General design questions for plugins programming

raffienficiaud · July 1, 2018, 2:17pm

Dear forum,

My name is Raffi Enficiaud, and I am developing a plugin in Paraview for brain data visualization. I am relatively new to Paraview/VTK and plugin developments, so please accept my apologies if my questions seem naive.

My question concern general design of a python programmable filter, and how to improve the user “experience” by making things faster and easier to interact with. Python obviously is not the fastest programming language, but this apart, I would like to have some better insights on how to shape the overall architecture of the plugin such that it scales better to computations and interactions.

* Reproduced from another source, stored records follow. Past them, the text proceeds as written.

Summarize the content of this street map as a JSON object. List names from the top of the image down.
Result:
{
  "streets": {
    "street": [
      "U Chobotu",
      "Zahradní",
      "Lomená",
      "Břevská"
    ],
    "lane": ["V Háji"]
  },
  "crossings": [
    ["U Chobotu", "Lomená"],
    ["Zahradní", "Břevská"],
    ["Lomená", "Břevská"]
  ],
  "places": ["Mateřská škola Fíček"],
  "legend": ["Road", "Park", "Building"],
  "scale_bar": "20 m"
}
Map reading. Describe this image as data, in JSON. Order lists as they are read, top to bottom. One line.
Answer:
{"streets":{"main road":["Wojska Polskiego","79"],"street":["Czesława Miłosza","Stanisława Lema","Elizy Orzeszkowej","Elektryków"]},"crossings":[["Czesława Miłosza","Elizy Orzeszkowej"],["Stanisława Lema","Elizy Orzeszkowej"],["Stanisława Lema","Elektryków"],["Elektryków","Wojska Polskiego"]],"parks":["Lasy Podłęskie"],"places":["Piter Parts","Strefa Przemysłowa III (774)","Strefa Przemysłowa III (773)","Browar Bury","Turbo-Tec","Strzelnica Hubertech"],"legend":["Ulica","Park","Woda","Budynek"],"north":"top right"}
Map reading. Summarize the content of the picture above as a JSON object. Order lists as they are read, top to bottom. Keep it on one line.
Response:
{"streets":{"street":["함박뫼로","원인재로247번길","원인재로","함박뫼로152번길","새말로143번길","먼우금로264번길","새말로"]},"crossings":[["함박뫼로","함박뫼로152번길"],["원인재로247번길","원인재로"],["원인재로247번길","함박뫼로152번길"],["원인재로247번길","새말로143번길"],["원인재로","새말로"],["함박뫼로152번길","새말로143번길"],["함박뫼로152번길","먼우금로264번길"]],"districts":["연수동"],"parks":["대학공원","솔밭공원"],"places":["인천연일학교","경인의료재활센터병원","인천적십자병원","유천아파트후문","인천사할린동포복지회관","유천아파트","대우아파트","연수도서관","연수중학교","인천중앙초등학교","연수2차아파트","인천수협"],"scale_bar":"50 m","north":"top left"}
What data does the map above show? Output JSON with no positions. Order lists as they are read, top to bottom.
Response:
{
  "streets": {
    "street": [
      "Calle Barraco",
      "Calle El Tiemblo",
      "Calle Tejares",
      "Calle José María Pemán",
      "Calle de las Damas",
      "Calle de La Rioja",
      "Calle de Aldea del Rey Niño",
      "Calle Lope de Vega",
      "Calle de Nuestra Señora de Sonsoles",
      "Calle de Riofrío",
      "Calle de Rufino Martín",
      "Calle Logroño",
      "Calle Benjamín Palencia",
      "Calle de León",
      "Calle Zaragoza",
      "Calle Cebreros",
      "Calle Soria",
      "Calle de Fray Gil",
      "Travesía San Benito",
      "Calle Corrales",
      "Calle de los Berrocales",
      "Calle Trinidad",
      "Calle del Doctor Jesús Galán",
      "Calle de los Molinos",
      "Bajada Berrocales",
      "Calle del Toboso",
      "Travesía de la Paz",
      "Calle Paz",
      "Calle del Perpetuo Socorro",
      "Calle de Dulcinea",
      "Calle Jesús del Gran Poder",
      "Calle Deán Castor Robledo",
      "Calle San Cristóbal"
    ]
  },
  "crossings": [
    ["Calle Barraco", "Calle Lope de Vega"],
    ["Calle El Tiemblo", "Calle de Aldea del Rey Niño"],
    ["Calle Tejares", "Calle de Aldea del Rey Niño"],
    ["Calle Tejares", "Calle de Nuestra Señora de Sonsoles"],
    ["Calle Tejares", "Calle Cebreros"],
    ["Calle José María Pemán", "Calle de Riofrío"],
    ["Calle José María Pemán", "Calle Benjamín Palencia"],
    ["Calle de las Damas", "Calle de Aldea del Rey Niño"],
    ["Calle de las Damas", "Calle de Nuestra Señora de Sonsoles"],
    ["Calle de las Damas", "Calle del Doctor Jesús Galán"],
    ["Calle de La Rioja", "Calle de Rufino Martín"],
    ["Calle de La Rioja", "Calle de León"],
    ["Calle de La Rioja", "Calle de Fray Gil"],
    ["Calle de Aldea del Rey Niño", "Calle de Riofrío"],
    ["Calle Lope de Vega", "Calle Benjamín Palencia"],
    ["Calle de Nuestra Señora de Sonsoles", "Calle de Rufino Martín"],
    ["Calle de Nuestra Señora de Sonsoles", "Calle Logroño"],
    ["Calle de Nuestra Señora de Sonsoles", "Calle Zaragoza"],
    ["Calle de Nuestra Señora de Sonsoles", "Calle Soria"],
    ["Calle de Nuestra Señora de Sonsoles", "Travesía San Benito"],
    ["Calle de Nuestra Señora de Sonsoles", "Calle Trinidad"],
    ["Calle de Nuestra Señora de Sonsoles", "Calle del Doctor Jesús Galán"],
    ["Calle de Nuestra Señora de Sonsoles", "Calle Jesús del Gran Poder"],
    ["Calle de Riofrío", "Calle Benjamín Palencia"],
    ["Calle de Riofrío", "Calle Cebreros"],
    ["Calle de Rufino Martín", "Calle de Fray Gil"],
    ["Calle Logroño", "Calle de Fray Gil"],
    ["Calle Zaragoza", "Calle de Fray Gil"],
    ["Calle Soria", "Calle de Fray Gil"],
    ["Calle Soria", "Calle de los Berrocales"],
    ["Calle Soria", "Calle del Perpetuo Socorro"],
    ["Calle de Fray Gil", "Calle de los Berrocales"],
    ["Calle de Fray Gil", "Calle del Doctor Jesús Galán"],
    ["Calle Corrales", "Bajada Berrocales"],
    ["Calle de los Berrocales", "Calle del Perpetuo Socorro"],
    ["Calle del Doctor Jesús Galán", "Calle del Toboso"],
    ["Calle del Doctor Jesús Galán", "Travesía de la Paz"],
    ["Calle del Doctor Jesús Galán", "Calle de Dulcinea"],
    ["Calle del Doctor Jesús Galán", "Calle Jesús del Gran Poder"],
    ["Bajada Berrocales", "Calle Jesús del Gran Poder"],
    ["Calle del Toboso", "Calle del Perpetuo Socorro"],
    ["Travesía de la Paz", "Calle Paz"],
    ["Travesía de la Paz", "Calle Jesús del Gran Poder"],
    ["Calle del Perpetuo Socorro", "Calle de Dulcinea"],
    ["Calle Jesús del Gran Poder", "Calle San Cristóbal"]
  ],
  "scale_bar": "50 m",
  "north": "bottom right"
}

Right now the pipeline looks like this:

some mesh
python programmable filter

The python filter depends on:

the mesh upstream
an external file (numpy array) that is transformed depending on the mesh
some parameters that affect the processing performed by the plugin
some parameters that affect the rendering of the plugin

the step 2 is the most time consuming, and ideally I want to avoid any recomputation that is unnecessary. Especially, I want to avoid reprocessing everything is the user change some visualization parameter from 3/ (for instance, he/she selects a specific trajectory or primitive that should be shown or hidden).

The processing is performed in numpy, so there are vtk<->numpy transformations I would like to keep as minimal as possible.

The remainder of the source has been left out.